The Auto-Configuration Tool of Mentor-lite

1 Functionality and Architecture

The configuration tool consists of four components:

the mapping of workflow specifications into the tool's internal models,
the calibration of the internal models by means of statistics from monitoring the system,
the evaluation of the models for given input parameters, and
the computation of recommendations to system administrators and architects, with regard to specified performability goals.

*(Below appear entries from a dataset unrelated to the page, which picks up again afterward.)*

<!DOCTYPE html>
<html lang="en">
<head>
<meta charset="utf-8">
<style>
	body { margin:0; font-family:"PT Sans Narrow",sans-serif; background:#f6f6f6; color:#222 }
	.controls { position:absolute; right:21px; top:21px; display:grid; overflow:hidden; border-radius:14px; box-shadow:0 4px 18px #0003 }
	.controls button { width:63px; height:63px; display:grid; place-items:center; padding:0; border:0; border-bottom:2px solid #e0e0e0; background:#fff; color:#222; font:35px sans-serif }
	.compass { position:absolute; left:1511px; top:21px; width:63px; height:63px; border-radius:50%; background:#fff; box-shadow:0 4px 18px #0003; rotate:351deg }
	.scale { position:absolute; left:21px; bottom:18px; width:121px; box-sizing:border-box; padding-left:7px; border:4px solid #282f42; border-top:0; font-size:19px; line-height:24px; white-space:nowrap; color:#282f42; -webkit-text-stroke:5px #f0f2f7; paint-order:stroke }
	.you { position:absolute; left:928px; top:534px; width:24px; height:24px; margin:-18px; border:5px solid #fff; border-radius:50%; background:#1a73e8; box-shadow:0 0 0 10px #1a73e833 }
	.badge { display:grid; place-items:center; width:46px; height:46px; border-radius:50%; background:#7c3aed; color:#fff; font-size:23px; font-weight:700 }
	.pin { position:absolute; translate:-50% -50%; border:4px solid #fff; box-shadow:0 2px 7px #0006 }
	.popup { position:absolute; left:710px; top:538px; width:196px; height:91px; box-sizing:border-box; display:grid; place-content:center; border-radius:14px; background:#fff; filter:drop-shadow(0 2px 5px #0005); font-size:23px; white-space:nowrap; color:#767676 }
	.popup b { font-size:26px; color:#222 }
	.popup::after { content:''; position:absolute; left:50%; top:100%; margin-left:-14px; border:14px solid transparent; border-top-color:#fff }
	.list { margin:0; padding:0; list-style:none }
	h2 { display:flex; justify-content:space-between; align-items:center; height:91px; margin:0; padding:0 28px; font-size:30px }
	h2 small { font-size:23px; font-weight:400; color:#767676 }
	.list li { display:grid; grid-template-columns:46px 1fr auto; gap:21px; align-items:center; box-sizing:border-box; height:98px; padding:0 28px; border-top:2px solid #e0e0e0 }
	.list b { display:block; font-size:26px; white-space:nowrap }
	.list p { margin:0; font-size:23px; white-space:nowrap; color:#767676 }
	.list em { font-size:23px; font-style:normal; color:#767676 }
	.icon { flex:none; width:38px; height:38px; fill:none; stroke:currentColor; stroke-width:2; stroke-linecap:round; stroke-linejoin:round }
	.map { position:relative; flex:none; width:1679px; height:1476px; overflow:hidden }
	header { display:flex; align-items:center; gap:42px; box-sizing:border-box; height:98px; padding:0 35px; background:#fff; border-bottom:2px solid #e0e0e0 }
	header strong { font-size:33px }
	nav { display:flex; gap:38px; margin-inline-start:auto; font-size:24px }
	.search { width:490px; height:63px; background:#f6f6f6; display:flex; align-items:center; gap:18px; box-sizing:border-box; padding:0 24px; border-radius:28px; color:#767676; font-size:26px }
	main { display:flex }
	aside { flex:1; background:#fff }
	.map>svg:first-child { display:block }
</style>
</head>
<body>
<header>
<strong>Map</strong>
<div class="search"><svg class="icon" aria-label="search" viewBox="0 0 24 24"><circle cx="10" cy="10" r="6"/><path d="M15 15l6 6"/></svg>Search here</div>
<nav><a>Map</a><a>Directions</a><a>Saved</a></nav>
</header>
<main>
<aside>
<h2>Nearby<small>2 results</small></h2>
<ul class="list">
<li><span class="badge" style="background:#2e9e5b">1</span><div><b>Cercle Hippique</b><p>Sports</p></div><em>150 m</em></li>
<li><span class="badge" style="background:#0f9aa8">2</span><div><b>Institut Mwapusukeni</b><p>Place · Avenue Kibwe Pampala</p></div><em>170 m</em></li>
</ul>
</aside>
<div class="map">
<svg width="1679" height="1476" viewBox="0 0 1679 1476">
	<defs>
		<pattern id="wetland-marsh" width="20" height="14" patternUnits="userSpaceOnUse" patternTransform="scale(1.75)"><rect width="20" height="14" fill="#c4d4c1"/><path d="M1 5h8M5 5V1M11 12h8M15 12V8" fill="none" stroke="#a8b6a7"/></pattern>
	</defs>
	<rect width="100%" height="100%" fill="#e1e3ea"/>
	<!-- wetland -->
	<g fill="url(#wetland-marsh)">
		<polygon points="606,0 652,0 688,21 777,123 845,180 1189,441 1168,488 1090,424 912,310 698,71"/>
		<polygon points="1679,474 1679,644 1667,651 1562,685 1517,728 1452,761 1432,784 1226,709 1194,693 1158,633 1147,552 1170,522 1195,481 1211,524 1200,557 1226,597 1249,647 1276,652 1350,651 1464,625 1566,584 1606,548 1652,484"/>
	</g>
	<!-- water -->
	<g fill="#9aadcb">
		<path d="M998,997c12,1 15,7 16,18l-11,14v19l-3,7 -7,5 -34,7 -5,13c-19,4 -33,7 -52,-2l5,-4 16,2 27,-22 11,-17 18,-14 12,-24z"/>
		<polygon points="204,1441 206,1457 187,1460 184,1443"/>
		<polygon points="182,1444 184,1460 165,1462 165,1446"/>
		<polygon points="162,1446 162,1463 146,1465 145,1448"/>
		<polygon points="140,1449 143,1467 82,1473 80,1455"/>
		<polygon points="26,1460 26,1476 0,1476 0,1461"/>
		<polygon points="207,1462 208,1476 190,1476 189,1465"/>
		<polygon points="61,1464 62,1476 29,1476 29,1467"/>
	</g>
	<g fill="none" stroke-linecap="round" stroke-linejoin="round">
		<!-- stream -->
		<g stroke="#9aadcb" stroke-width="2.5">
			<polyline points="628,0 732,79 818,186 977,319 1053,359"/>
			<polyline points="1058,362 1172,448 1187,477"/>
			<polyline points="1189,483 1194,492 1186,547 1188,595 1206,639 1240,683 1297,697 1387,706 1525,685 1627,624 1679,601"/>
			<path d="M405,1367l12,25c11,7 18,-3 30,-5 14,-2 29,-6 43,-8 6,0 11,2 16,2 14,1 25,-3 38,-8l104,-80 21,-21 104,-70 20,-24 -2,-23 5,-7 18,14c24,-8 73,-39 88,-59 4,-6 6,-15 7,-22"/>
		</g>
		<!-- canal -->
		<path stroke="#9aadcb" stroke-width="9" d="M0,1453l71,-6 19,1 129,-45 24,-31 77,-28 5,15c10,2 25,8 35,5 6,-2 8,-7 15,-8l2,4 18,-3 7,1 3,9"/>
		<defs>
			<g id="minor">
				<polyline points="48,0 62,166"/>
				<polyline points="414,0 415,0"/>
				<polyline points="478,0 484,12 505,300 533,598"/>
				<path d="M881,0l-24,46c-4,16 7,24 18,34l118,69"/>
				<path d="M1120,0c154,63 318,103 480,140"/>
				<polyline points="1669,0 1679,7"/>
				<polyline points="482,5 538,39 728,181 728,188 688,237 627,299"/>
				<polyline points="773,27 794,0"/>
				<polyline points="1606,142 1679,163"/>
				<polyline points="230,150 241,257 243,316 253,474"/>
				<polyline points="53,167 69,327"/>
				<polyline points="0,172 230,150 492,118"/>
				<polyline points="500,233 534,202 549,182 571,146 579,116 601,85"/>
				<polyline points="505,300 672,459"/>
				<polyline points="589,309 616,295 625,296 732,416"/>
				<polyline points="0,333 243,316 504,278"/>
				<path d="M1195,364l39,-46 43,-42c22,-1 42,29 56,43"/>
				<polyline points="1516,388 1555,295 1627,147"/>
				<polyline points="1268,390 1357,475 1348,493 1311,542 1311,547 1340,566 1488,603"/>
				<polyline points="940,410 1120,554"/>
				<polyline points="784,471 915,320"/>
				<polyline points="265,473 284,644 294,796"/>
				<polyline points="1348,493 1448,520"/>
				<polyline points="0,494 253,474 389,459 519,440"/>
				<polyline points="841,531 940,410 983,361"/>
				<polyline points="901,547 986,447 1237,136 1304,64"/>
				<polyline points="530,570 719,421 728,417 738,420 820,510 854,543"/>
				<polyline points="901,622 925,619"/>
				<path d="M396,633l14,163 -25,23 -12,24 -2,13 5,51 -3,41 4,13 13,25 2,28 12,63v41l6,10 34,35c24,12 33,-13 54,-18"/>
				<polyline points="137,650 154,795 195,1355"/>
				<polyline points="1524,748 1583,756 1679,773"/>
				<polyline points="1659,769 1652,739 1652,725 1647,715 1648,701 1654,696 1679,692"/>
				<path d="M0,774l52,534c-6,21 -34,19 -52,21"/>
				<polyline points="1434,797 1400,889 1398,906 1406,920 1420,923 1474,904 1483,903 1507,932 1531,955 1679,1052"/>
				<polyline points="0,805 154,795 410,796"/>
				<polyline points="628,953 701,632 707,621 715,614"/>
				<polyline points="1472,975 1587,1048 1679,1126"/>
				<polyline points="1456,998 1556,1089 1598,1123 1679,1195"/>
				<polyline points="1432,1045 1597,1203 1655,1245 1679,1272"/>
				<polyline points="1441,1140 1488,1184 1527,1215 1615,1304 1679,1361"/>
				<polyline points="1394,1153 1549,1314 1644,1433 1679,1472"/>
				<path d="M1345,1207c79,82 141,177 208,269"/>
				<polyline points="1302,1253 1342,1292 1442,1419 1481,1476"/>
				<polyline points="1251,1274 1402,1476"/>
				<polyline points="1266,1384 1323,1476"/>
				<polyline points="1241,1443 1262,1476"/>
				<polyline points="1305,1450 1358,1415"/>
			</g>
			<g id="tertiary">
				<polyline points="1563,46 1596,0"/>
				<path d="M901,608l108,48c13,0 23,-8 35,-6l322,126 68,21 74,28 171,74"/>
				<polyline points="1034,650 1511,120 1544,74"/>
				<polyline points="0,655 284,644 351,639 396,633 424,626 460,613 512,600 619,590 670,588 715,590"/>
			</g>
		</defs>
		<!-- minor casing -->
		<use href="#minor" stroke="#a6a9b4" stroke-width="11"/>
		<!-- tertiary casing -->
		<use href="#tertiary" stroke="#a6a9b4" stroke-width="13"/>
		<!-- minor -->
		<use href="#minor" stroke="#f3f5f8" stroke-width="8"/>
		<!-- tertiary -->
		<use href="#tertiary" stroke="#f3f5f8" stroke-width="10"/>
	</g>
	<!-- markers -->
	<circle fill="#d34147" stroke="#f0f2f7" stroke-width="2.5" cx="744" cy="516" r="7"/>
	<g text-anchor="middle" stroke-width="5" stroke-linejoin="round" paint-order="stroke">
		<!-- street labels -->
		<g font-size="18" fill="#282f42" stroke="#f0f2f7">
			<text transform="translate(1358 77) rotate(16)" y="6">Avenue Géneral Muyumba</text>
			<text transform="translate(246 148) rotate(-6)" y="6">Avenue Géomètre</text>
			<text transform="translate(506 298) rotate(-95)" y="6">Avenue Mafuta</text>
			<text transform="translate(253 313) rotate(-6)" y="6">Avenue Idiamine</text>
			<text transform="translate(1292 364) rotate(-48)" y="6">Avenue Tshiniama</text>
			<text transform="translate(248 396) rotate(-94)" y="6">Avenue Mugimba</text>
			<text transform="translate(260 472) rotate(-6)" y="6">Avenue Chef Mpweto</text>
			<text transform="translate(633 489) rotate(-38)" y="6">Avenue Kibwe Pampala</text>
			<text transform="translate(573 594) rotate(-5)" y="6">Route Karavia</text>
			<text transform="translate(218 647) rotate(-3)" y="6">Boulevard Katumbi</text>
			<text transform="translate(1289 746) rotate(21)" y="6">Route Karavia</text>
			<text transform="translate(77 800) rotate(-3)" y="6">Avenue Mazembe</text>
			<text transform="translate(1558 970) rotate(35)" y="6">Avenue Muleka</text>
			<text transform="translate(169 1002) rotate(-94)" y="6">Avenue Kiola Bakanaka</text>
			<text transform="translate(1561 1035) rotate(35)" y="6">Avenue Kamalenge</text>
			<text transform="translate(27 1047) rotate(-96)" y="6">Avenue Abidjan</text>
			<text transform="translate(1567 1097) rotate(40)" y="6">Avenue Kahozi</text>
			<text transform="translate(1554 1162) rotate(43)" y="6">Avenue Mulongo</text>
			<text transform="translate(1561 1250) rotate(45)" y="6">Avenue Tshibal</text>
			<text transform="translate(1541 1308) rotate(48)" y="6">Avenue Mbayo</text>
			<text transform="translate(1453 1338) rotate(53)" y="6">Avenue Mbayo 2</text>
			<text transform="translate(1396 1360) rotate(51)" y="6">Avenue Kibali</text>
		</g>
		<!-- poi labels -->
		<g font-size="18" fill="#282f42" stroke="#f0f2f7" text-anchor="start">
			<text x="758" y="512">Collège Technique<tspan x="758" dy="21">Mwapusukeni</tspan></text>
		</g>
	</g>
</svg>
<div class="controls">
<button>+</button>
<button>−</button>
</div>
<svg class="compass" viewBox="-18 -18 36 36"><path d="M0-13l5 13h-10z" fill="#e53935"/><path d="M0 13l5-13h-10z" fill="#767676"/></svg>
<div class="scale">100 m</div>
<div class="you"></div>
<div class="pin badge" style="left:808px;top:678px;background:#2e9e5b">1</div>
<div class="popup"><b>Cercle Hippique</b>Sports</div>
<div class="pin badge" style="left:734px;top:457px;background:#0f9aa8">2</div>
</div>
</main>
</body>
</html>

(click on figure to enlarge)

For the mapping the tool interacts with a workflow repository where the specifications of the various workflow types are stored. In addition, statistics from online monitoring may be used as a second source. The configuration tool translates the workflow specifications into continuous-time Markov chain (CTMC) models [1]. For the evaluation of the models, additional parameters may have to be calibrated; for example, the first two moments of the server-type-specific service times have to be fed into the models. This calibration is again based on appropriate online monitoring. So both the mapping and calibration components require online statistics about the running system. Consequently, when the tool is to be used for configuring a completely new workflow environment, many parameters have to be intellectually estimated by a human expert. Later, after the system has been operational for a while, these parameters can be automatically adjusted, and the tool can then make appropriate recommendations for reconfiguring the system.

The evaluation of the tool's internal CTMC models is driven by specified performability goals. System administrators or architects can specify goals of the following two kinds:

a tolerance threshold for the mean waiting time of service requests that would still be acceptable to the end-users, and
a tolerance threshold for the unavailability of the entire WFMS, or in other words, a minimum availability level.

The tool can invoke these evaluations either for a given system configuration (or even a given system state if failures are not a major concern), or it can search for the minimum-cost configuration that satisfies both goals, which is discussed in more detail later on this page. The cost of a configuration is assumed to be proportional to the total number of servers that constitute the entire WFMS, but this could be further refined with respect to different server types. Also, both kinds of goals can be refined into workflow-type-specific goals, by requiring, for example, different maximum waiting times or availability levels for specific server types.

The tool uses the results of the model evaluations to generate recommendations to the system administrators or architects. Such recommendations may be asked for regarding specific aspects only (e.g., focusing on performance and disregarding availability), and they can take into account specific constraints such as limiting or fixing the degree of replication of particular server types (e.g., for cost reasons).

So, to summarize, the functionality of the configuration tool comprises an entire spectrum ranging from the mere analysis and assessment of an operational system all the way to providing assistance in designing a reasonable initial system configuration, and, as the ultimate step, automatically recommending a reconfiguration of a running WFMS.

2 Greedy Heuristics Towards a Minimum-cost Configuration

The most far-reaching use of the configuration tool is to ask it for the minimum-cost configuration that meets specified performability and availability goals. Computing this configuration requires searching the space of possible configurations, and evaluating the tool's internal models for each candidate configuration. While this may eventually entail full-fledged algorithms for mathematical optimization such as branch-and-bound or simulated annealing, our first version of the tool uses a simple greedy heuristics.

The greedy algorithm iterates over candidate configurations by increasing the number of replicas of the most critical server type until both the performability and the availability goals are satisfied. Since either of the two criteria may be the critical one and because an additional server replica improves both metrics at the same time, the two criteria are considered in an interleaved manner. Thus, each iteration of the loop over candidate configurations evaluates the performability and the availability, but adds servers to two different server types only after re-evaluating whether the goals are still not met. This way the algorithm avoids "oversizing" the system configuration.

References

[1] M. Gillmann, J. Weissenfels, G. Weikum, A. Kraiss: Performance and Availability Assessment for the Configuration of Distributed Workflow Management Systems, in Proceedings of International Conference on Extending Database Technology (EDBT), Constance, Germany, 2000.